Considérant ce qui suit :

1. Aux termes de l’article 44 quindecies du code général des impôts, dans sa rédaction antérieure à la loi du 28 décembre 2017 de finances rectificative pour 2017 :  » I. – Dans les zones de revitalisation rurale mentionnées à l’article 1465 A, les entreprises qui sont créées ou reprises entre le 1er janvier 2011 et le 31 décembre 2020, soumises de plein droit ou sur option à un régime réel d’imposition de leurs résultats et qui exercent une activité industrielle, commerciale, artisanale au sens de l’article 34 ou professionnelle au sens du 1 de l’article 92, sont exonérées d’impôt sur le revenu ou d’impôt sur les sociétés à raison des bénéfices réalisés, à l’exclusion des plus-values constatées lors de la réévaluation des éléments d’actif, jusqu’au terme du cinquante-neuvième mois suivant celui de leur création ou de leur reprise et déclarés selon les modalités prévues à l’article 53 A. / (…) III. (…) L’exonération ne s’applique pas non plus dans les situations suivantes : / a) si, à l’issue de l’opération de reprise ou de restructuration, le cédant, son conjoint, le partenaire auquel il est lié par un pacte civil de solidarité défini à l’article 515-1 du code civil, leurs ascendants et descendants, leurs frères et soeurs détiennent ensemble, directement ou indirectement, plus de 50 % des droits de vote ou des droits dans les bénéfices sociaux de la société, de la personne morale ou du groupement soit repris, soit bénéficiaire de l’opération de reprise ou de restructuration. (…) « .
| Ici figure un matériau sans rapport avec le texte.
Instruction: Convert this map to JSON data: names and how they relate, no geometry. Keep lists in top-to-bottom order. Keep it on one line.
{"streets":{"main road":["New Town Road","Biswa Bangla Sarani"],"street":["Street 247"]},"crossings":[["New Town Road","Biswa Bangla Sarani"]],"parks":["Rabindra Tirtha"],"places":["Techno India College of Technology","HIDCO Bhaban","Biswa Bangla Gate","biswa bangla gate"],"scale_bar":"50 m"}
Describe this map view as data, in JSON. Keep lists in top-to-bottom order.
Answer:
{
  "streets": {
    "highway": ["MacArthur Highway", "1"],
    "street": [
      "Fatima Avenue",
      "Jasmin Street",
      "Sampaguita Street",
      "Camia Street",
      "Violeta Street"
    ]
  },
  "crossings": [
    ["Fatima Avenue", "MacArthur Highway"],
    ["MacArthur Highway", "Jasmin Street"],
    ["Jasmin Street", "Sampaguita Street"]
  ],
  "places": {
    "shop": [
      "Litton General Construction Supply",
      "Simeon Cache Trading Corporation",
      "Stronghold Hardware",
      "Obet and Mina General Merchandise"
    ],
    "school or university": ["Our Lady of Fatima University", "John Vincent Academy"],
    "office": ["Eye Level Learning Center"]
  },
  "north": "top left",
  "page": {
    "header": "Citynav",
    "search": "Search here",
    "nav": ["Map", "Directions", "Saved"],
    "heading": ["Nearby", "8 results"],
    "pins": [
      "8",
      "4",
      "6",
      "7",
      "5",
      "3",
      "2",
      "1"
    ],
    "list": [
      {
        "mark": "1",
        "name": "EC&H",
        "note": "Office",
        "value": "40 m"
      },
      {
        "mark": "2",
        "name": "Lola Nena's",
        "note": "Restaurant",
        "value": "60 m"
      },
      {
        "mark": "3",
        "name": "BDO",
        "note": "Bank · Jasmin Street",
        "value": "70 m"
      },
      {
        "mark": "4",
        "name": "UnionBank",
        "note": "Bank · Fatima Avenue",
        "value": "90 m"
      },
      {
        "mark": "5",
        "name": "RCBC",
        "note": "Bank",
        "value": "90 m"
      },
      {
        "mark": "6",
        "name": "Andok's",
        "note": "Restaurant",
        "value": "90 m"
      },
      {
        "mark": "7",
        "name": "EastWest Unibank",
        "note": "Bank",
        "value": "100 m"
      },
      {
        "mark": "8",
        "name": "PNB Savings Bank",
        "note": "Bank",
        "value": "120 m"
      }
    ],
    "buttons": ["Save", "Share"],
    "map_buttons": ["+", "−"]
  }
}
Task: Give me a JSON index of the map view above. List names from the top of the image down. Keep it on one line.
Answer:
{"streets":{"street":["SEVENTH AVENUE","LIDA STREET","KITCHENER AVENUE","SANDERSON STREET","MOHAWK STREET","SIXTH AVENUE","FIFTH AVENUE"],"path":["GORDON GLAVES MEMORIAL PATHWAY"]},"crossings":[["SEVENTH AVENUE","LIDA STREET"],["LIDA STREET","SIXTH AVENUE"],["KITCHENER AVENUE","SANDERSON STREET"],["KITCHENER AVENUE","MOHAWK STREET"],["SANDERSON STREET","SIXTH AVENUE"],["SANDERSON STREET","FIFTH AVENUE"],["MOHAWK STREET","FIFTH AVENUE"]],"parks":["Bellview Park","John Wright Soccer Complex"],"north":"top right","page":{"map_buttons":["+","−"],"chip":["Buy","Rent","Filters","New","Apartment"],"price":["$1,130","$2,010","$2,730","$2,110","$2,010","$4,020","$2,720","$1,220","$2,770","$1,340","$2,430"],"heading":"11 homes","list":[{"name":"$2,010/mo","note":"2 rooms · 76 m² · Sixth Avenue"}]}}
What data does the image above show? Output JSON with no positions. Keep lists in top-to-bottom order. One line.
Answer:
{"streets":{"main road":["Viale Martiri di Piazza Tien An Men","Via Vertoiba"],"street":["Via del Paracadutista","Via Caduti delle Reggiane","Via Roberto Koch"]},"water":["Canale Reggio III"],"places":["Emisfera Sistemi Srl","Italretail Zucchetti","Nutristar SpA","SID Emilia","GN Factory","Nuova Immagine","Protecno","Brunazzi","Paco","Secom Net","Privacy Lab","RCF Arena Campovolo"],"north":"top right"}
2. Afin de permettre l’application de cette exonération à l’issue de la reprise ou de la restructuration d’une entreprise en zone de revitalisation rurale consécutive à sa première transmission familiale, l’article 18 de la loi du 28 décembre 2017 de finances rectificative pour 2017 a modifié ces dispositions en remplaçant le a) du III de l’article 44 quindecies du code général des impôts par l’alinéa suivant :  » a) Si, lorsque la société, la personne morale ou le groupement a déjà fait l’objet d’une première opération de reprise ou de restructuration à l’issue de laquelle le cédant, son conjoint, le partenaire auquel il est lié par un pacte civil de solidarité défini à l’article 515-1 du code civil, leurs ascendants et descendants, leurs frères et soeurs détiennent ensemble, directement ou indirectement, plus de 50 % des droits de vote ou des droits dans les bénéfices sociaux de la société, de la personne morale ou du groupement soit repris, soit bénéficiaire de l’opération de reprise ou de restructuration, cette société, cette personne morale ou ce groupement fait de nouveau l’objet d’une telle opération à l’issue de laquelle une ou plusieurs des personnes physiques précédemment mentionnées détiennent ensemble, directement ou indirectement, plus de 50 % des droits de vote ou des droits dans les bénéfices sociaux. « 

3. Commentant ces dernières dispositions, le paragraphe n° 200 des commentaires administratifs publiés au Bulletin officiel des finances publiques (BOFiP) – impôts les 6 juin 2018 et 4 septembre 2019 sous la référence BOI-BIC-CHAMP-80-10-70-20, dont la société Lac et Volcan demande l’annulation pour excès de pouvoir, indique, en son troisième alinéa, que  » Cette modification, qui assouplit la clause anti-abus en permettant d’accorder le bénéfice de l’exonération au titre de la première transmission dans le cadre familial, est issue de l’article 18 de la loi n° 2017-1775 du 28 décembre 2017 de finances rectificative pour 2017. Cet article ne prévoyant pas d’entrée en vigueur spécifique, l’assouplissement de la clause anti-abus s’applique aux opérations de reprise et de restructuration réalisées à compter du 30 décembre 2017 (lendemain de la publication de la loi au journal officiel) « . Compte tenu de l’intérêt dont se prévaut la société, les conclusions de son recours doivent être regardées comme tendant à l’annulation de ce seul troisième alinéa.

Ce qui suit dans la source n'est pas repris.